By Tom Still

MADISON – Matt Neumann’s Pewaukee-based company, Sunvest
Solar, is running hot these days. It has more than 210 solar energy projects in
some phase of installation, he told attendees at a recent conference in
Madison, but only one in Wisconsin.

Why? Perhaps because Wisconsin, unlike other states, has yet
to officially bless third-party owned electric systems. Under this model, the
contractor owns the solar panels and leases them to the building’s owner,
whether a business or a home owner, thus dramatically reducing initial costs to
the consumer.

In case you think Neumann is a classic enviro-liberal, think
again: He’s the son of former Republican member of Congress Mark Neumann and a
firm believer that the economics of solar power have improved to the point that
it now makes sense – as in dollars and cents.

“Any conservative should be in favor of free-market
competition,” Matt Neumann said. “It’s the energy industry competing for who
can provide power for the lowest cost.”

One speaker after another at the Renew Wisconsin Policy Summit
cited examples of how other states, often Midwest neighbors but also
politically “red” states around the country, are forging ahead with strategies
that involve solar, wind, biomass and other renewable generation sources.

While state officials in Wisconsin are cautious about
getting too far ahead of the market’s ability to absorb such energy – and to
get that energy where it needs to go – the industry trend is toward a portfolio
that includes more renewables. In Wisconsin, which has a strong reliance on
coal and natural gas from other states and nations, that trend may be
unavoidable over time.

Not all renewables are created equal, however. Wisconsin has
surprising advantages in solar energy and waste-to-energy digesters, for
example, but not a lot of available wind energy sites large enough to support
massive wind farms.

While solar energy has high upfront costs, the return on
investment can be seven to 10 years, and the solar panels continue to provide
energy for years to come.

Wisconsin is the nation’s leading state when it comes to
building digesters that convert dairy farm waste into energy – think tons of
available cow manure – although other states are closing the gap.

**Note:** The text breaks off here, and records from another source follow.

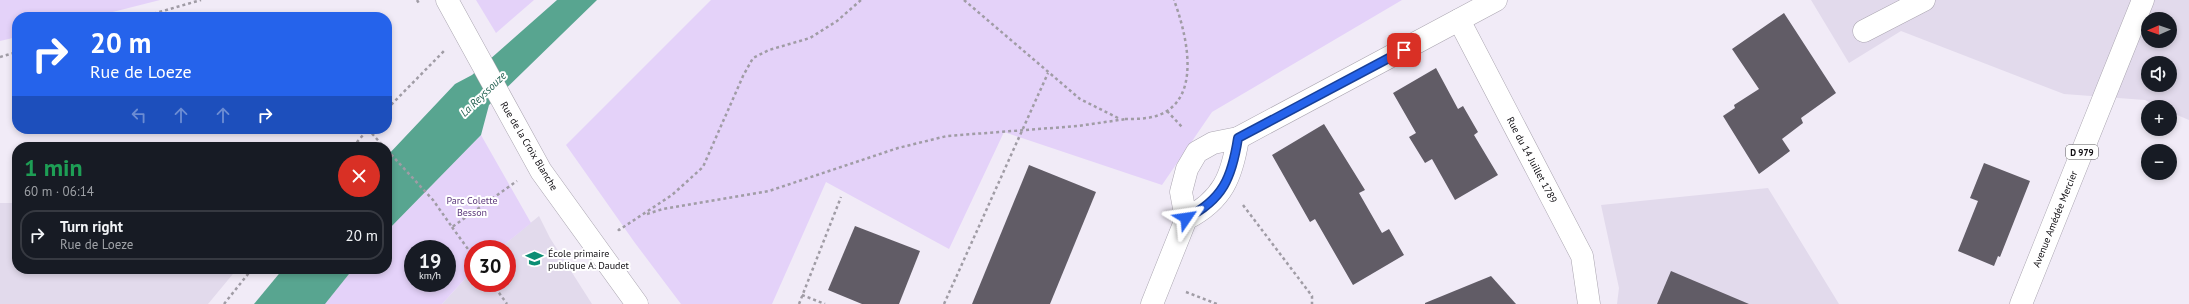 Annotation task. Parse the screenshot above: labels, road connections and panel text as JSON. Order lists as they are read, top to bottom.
{
  "streets": {
    "street": [
      "Rue de la Croix Blanche",
      "D 979",
      "Rue du 14 Juillet 1789",
      "Avenue Amédée Mercier"
    ]
  },
  "water": ["La Reyssouze"],
  "parks": ["Parc Colette Besson"],
  "places": {
    "school or university": ["École primaire publique A. Daudet"]
  },
  "north": "left",
  "page": {
    "map_buttons": ["+", "−"],
    "turn": ["20 m", "Rue de Loeze"],
    "heading": ["1 min", "60 m · 06:14"],
    "list": [
      {
        "name": "Turn right",
        "note": "Rue de Loeze",
        "value": "20 m"
      }
    ],
    "speed": "19 km/h",
    "limit": "30"
  }
}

A
Chilton-based company, DVO, is the state’s leading producer of such digesters,
but much of its work these days is spread from Vermont to Vietnam.

As pressure builds to contain farm waste from reaching
groundwater and surface water, especially in parts of the state where the soil
is relatively thin, digesters may help provide answers that keep the dairy
industry and smaller farms in business.

Wind power sites sometimes encounter local opposition,
especially if they’re big enough, and the power they produce can be
intermittent. But many supporters of renewable energy think a logical solution
is to tap into wind energy produced more steadily elsewhere, such as Minnesota,
Iowa and across the High Plains, through transmission lines.

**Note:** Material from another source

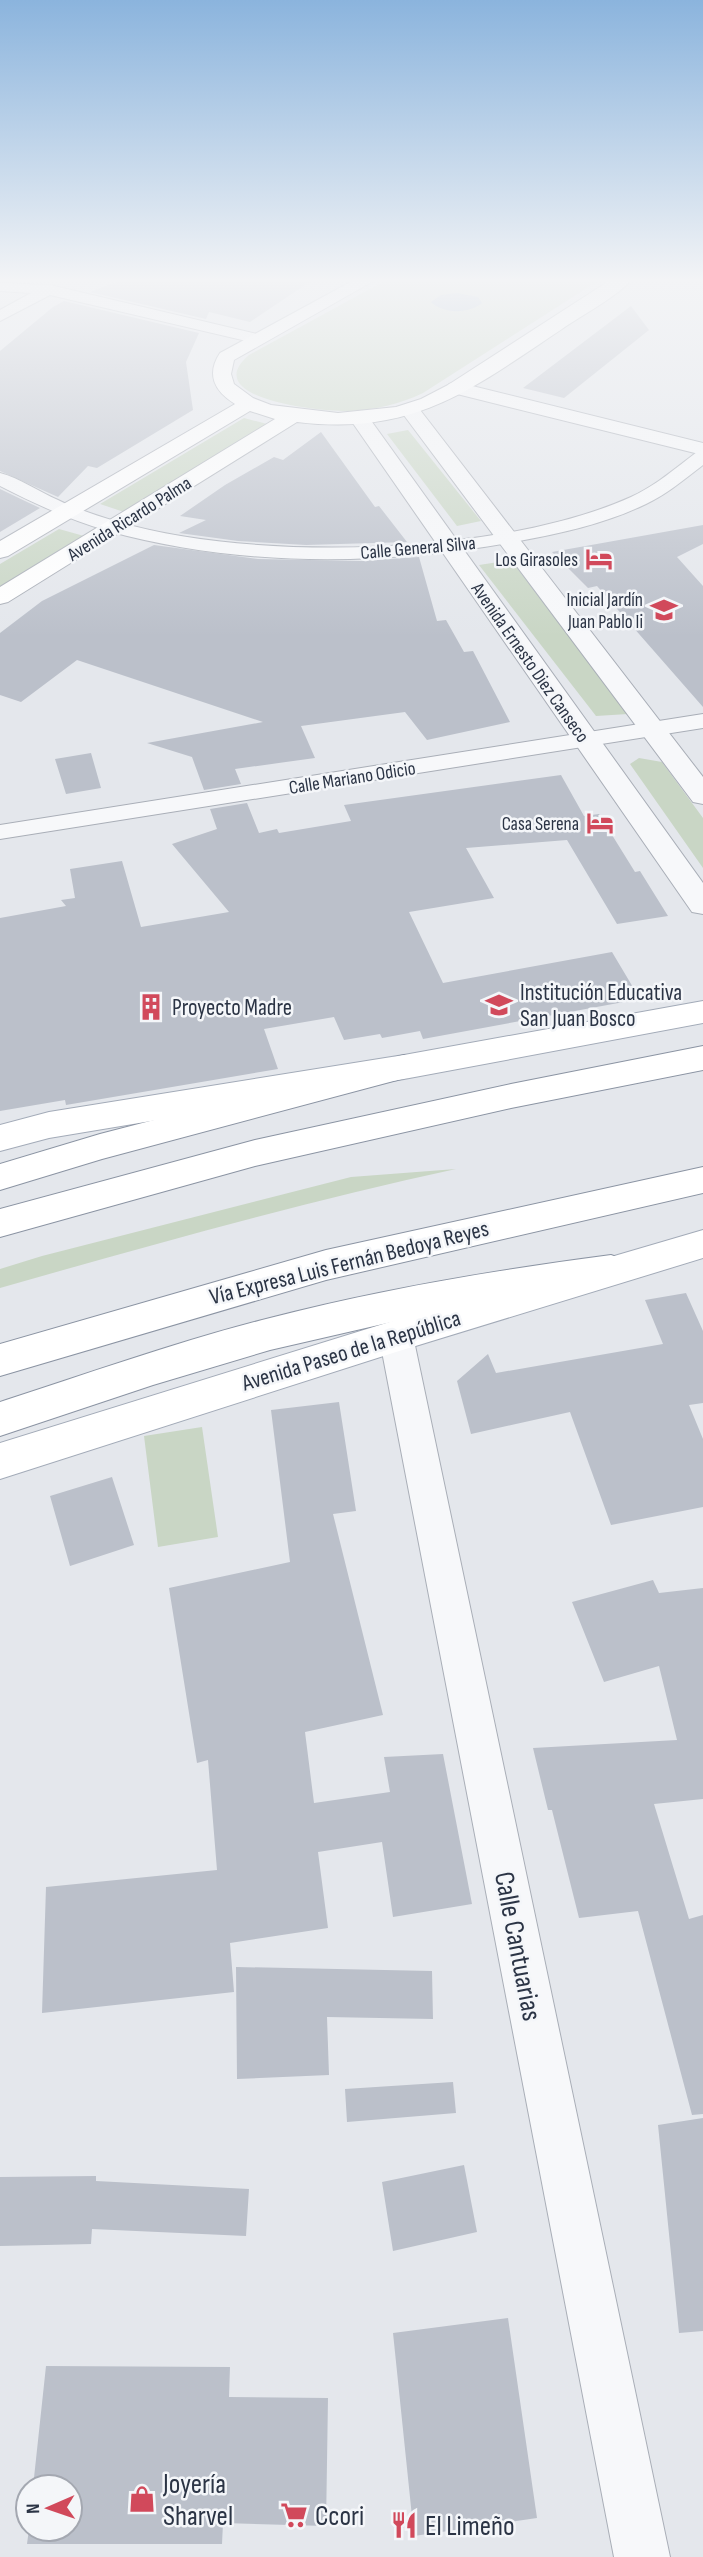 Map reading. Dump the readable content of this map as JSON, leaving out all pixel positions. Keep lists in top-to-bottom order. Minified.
{"streets":{"main road":["Avenida Ricardo Palma","Vía Expresa Luis Fernán Bedoya Reyes","Avenida Paseo de la República"],"street":["Calle General Silva","Avenida Ernesto Diez Canseco","Calle Mariano Odicio","Calle Cantuarias"]},"crossings":[["Avenida Ricardo Palma","Calle General Silva"],["Calle General Silva","Avenida Ernesto Diez Canseco"],["Avenida Ernesto Diez Canseco","Calle Mariano Odicio"],["Avenida Paseo de la República","Calle Cantuarias"]],"places":{"hotel":["Los Girasoles","Casa Serena"],"school or university":["Inicial Jardín Juan Pablo Ii","Institución Educativa San Juan Bosco"],"building":["Proyecto Madre"],"shop":["Joyería Sharvel"],"supermarket":["Ccori"],"restaurant":["El Limeño"]},"north":"left"}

One such project on the docket in Wisconsin is a joint
venture by Xcel Energy and American Transmission Company to build a
high-voltage line, called the Badger Coulee line, to transport low-cost
electricity produced by wind farms into the state’s electric grid. Supporters
say it will enhance reliability throughout the system while tapping into a
renewable source.

Other factors may influence Wisconsin government and
businesses over time. A coalition of Eastern states is petitioning for lower
carbon and particulate emissions from Midwest states, and major companies
everywhere are expecting other policies, such as a low-carbon fuels standard or
a revenue-neutral “carbon tax,” that will affect bottom-line performance.

Renewables won’t be the only answer for Wisconsin, of
course. Hydraulic fracturing and horizontal drilling are producing vast amounts
of oil and gas elsewhere, and plans for next-generation nuclear plants are
being touted as safer and less expensive. One thing seems certain, however:
Wisconsin cannot afford to sit still while others around us embrace more
comprehensive and economically sensible energy strategies.